Column: Prijsbreker

Bij mij staan alleen de suikerbieten nog in de grond. En de gezaaide groenbemesters staan er mooi op. We hebben een moeilijk jaar in midden- en zuidwest-Drenthe. Toch zijn de geluiden dat de opbrengsten meevallen: zetmeelaardappelen tonen een normale opbrengst met een goed zetmeelgehalte van tegen de 20 procent. De bieten zijn nog mooi groen en lijken nog te groeien. Een opbrengst van boven de 70 ton met 17 procent suiker mag ik op rekenen.
Ik hou niet van die uitspraken; ik rooi ze liever eerst zelf. Het zijn mooie opbrengsten, maar er wordt gevreesd voor lage prijzen. Ook onze zetmeelcoöperatie Avebe is in zijn verkoop uiterst gevoelig voor het verloop van de graanprijzen. Cosun kondigt voor volgend jaar een kleinere uitzaai en een lagere bietenprijs aan. De handel praat over een overvoerde markt en maakt boeren plooibaar.
Toch valt het me steeds weer op als we in het verre buitenland zijn, hoe weinig goede landbouwgrond je ziet. Wel vlaktes tot aan de horizon, maar met stenen en rotsen in de grond, te weinig regen of een heet klimaat. Zoet water wordt steeds schaarser, moeilijk voor de drinkwatervoorziening. Beregenen is lang niet altijd mogelijk. En dan te bedenken dat de aardbol ruim 7 miljard mensen te voeden heeft, met een schatting dat de komende 25 jaar er nog een paar miljard bij komen. En dat de koopkracht in de wereld toeneemt.

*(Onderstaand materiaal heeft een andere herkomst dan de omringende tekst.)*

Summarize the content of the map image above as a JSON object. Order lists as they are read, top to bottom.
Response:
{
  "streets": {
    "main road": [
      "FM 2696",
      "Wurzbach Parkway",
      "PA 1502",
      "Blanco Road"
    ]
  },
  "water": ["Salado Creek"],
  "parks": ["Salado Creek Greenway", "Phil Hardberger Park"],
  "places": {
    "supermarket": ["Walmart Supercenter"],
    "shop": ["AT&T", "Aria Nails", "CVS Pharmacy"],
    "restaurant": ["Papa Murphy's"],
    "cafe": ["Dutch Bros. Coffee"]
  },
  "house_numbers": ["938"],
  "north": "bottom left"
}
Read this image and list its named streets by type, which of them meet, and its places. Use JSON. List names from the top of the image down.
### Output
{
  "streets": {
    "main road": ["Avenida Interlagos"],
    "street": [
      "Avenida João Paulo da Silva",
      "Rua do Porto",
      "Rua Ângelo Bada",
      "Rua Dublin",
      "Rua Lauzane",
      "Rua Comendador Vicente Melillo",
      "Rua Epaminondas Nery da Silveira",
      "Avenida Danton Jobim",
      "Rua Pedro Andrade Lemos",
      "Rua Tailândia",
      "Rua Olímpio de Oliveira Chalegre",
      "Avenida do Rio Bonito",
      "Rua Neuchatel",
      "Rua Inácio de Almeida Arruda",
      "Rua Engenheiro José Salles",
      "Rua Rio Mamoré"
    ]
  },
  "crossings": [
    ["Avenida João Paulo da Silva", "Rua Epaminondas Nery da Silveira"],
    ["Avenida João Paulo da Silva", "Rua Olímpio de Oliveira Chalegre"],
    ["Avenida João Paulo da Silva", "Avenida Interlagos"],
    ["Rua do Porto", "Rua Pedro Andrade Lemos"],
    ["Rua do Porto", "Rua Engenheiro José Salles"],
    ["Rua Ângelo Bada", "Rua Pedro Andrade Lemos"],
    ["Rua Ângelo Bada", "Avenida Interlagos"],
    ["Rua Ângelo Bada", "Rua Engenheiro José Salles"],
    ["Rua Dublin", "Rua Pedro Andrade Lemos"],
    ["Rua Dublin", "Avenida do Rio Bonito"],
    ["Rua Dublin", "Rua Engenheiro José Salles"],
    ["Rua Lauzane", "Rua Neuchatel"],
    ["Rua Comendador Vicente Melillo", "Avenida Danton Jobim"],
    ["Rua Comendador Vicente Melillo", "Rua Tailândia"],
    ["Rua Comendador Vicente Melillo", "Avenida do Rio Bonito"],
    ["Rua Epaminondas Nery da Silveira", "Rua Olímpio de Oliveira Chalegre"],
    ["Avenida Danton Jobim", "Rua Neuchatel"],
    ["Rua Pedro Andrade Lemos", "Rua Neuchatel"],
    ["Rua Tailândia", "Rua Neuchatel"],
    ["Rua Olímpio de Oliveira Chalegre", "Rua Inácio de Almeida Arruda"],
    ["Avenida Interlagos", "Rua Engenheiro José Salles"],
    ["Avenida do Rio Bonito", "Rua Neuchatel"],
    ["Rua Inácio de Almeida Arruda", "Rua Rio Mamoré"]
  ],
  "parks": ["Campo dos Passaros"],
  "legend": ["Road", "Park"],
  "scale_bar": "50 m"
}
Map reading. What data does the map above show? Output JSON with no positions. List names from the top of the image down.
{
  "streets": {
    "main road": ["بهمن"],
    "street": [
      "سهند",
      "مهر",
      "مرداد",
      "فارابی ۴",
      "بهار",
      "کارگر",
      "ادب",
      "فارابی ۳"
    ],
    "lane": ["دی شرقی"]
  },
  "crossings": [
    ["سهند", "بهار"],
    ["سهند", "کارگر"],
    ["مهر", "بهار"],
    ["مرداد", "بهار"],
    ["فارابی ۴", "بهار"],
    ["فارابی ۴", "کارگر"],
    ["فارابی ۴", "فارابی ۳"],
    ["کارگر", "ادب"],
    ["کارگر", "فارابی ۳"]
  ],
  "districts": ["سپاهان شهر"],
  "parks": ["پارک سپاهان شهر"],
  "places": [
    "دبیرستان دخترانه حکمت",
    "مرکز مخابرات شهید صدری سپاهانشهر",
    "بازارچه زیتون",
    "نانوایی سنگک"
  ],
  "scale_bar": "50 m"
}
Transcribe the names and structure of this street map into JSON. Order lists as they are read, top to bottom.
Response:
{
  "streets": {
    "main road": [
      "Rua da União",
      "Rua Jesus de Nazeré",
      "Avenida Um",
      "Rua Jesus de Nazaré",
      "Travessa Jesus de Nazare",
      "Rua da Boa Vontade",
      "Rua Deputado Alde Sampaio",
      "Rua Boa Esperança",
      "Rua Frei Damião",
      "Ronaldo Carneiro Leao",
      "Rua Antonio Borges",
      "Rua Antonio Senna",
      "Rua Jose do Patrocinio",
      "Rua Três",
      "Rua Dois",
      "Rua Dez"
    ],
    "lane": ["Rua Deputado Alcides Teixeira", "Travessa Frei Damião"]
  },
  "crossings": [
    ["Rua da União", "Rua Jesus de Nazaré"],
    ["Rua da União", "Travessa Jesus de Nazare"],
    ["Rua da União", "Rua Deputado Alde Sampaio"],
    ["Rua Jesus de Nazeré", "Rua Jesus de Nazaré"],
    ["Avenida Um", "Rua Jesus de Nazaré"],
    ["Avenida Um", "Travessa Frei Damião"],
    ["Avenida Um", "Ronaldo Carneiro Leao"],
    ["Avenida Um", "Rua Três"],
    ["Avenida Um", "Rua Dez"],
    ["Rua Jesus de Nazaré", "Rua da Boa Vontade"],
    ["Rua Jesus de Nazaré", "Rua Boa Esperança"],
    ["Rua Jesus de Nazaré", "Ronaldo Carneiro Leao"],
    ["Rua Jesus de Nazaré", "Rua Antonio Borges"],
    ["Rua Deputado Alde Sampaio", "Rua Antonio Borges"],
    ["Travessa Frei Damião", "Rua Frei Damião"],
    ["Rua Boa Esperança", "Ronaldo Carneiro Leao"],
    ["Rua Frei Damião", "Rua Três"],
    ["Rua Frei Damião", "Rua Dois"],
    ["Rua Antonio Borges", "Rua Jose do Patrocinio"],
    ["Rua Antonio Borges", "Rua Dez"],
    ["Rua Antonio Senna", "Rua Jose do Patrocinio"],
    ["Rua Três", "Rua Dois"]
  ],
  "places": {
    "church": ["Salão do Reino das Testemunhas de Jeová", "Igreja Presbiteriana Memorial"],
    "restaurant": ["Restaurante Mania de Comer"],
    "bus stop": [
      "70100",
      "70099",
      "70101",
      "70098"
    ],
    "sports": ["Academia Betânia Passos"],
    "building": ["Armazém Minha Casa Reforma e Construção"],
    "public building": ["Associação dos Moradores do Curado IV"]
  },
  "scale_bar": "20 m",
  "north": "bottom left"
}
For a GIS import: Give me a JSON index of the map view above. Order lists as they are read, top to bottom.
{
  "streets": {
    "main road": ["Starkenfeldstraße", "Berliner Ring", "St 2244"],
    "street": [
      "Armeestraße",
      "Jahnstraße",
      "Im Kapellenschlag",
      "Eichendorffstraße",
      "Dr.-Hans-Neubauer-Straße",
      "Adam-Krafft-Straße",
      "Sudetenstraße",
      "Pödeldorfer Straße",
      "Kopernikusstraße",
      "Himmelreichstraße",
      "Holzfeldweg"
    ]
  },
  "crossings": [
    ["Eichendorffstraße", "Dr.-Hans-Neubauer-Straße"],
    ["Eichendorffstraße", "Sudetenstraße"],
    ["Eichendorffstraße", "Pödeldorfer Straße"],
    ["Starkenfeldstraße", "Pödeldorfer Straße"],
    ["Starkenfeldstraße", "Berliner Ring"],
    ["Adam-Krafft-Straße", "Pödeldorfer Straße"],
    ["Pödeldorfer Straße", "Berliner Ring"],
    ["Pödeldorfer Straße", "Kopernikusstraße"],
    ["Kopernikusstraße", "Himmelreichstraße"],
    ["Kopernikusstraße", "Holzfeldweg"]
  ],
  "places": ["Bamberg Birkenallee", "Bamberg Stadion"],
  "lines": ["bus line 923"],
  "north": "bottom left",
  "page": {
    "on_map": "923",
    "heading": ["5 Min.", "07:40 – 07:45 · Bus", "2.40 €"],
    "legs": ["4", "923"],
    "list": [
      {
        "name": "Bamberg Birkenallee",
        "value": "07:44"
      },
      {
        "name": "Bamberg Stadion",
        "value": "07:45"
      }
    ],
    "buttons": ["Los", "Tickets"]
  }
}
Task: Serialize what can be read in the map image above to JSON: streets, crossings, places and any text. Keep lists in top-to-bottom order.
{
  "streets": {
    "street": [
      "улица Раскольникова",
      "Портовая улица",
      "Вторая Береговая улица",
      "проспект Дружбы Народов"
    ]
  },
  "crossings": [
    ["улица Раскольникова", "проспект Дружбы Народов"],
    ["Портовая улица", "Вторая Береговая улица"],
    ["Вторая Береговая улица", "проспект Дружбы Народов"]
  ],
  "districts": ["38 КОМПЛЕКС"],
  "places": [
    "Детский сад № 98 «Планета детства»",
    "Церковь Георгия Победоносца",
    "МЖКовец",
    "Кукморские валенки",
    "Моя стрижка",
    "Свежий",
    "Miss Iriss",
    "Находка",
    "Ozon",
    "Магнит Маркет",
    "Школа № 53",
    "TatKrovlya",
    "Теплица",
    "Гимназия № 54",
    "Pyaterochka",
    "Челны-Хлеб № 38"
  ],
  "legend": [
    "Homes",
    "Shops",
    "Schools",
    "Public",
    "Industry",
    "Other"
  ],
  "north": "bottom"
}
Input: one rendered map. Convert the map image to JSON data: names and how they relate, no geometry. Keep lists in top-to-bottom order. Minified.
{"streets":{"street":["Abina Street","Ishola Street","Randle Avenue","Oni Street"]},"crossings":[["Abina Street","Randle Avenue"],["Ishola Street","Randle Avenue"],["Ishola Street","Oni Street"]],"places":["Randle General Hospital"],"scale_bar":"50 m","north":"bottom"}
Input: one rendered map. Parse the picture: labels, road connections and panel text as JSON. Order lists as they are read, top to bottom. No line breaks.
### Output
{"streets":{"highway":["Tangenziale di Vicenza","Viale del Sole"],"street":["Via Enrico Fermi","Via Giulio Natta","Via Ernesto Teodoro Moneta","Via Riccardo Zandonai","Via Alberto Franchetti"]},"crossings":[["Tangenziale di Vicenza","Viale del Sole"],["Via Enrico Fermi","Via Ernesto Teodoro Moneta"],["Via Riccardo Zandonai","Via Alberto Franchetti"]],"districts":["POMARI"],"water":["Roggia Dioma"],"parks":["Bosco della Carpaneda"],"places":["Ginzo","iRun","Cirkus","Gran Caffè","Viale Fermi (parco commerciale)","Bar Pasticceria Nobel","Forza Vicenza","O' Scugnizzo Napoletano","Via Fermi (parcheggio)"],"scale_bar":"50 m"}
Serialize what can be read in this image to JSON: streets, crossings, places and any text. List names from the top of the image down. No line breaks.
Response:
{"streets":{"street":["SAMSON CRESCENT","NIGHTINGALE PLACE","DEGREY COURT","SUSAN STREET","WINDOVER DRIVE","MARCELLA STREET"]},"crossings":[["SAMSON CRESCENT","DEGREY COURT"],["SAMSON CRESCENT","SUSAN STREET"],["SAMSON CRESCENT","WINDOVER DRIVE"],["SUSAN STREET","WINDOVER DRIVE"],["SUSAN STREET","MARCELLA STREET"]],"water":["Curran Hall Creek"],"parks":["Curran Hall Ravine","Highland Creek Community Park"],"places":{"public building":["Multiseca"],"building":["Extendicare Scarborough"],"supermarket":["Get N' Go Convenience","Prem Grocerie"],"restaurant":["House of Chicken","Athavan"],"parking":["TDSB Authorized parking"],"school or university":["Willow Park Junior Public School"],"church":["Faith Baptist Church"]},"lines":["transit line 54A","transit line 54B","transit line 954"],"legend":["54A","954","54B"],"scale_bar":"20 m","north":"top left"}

Vraagtekens zijn te zetten bij die handelspraat van overschotten. Ik denk dat maximale voedselproductie hard nodig is. Als wij hogere opbrengsten hebben en de oppervlakte wat groter is mag dat niet meteen tot lagere prijzen leiden. Die regionale handelspraat moet wereldwijd eens doorbroken worden.